#VU16536 OS command injection in Geutebrück E2 Series IP Cameras
Vulnerability identifier: #VU16536
Vulnerability risk: Medium
CVSSv3.1: 7.9 [CVSS:3.1/AV:N/AC:L/PR:H/UI:N/S:C/C:H/I:H/A:H/E:U/RL:O/RC:C]
CVE-ID:
CWE-ID:
CWE-78
Exploitation vector: Network
Exploit availability: No
Vulnerable software:
Geutebrück E2 Series IP Cameras
Hardware solutions /
Office equipment, IP-phones, print servers
Vendor: GEUTEBRÜCK GmbH
Description
The vulnerability allows a remote high-privileged attacker to execute arbitrary shell commands on the target system.
The vulnerability exists due to OS system command injection in the DDNS configuration (in the Network Configuration panel). A remote attacker can supply a specially crafted input to inject and execute arbitrary shell commands with root privileges.

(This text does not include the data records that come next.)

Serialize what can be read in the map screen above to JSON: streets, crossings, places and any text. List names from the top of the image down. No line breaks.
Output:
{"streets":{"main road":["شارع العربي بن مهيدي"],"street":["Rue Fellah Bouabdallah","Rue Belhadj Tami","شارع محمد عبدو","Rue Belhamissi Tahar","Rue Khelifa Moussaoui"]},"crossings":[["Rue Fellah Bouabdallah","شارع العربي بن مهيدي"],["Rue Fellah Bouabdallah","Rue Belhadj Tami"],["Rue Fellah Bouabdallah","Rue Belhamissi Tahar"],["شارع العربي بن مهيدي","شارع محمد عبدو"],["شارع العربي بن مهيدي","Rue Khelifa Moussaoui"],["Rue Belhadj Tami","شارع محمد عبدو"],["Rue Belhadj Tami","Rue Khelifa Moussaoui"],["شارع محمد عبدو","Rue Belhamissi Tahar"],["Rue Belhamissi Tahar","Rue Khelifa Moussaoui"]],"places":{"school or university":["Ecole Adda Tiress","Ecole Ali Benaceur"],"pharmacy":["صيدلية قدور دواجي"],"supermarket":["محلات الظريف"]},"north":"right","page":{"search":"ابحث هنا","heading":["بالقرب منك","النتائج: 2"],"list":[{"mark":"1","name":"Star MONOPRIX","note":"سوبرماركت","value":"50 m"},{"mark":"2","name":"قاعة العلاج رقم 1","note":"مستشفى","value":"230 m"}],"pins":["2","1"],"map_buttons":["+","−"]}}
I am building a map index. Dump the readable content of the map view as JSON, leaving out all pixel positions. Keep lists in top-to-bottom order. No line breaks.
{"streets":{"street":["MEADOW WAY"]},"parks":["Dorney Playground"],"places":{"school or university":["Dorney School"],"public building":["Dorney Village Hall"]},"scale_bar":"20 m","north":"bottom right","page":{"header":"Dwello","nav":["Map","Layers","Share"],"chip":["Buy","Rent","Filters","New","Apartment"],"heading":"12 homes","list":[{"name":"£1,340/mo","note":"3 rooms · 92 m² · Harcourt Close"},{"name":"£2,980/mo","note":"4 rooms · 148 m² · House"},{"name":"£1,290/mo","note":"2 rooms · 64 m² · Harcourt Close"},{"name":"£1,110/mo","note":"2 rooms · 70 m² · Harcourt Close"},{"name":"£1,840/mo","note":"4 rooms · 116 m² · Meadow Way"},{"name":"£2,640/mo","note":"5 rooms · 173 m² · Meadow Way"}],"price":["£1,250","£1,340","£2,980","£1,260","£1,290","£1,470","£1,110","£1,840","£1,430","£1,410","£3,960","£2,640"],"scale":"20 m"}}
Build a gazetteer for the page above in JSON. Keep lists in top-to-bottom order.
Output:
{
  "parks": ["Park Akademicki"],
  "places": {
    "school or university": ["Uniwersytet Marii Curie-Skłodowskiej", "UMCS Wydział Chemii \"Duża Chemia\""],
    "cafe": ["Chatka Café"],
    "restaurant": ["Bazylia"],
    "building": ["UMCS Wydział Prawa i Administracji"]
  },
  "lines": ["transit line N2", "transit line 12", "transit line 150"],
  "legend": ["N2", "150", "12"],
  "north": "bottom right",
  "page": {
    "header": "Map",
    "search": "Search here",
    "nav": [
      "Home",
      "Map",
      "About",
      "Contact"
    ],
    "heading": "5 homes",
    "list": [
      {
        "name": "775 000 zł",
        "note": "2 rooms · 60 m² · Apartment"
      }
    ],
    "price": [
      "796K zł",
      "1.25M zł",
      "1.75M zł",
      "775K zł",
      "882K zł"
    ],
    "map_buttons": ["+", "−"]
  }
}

Successful exploitation of this vulnerability may result in complete compromise of vulnerable system.
Mitigation
Update to version 1.12.0.25.
Vulnerable software versions
Geutebrück E2 Series IP Cameras: All versions
External links
http://ics-cert.us-cert.gov/advisories/ICSA-18-347-03
Q & A
Can this vulnerability be exploited remotely?
Yes. This vulnerability can be exploited by a remote authenticated privileged user via the Internet.
Is there known malware, which exploits this vulnerability?
No. We are not aware of malware exploiting this vulnerability.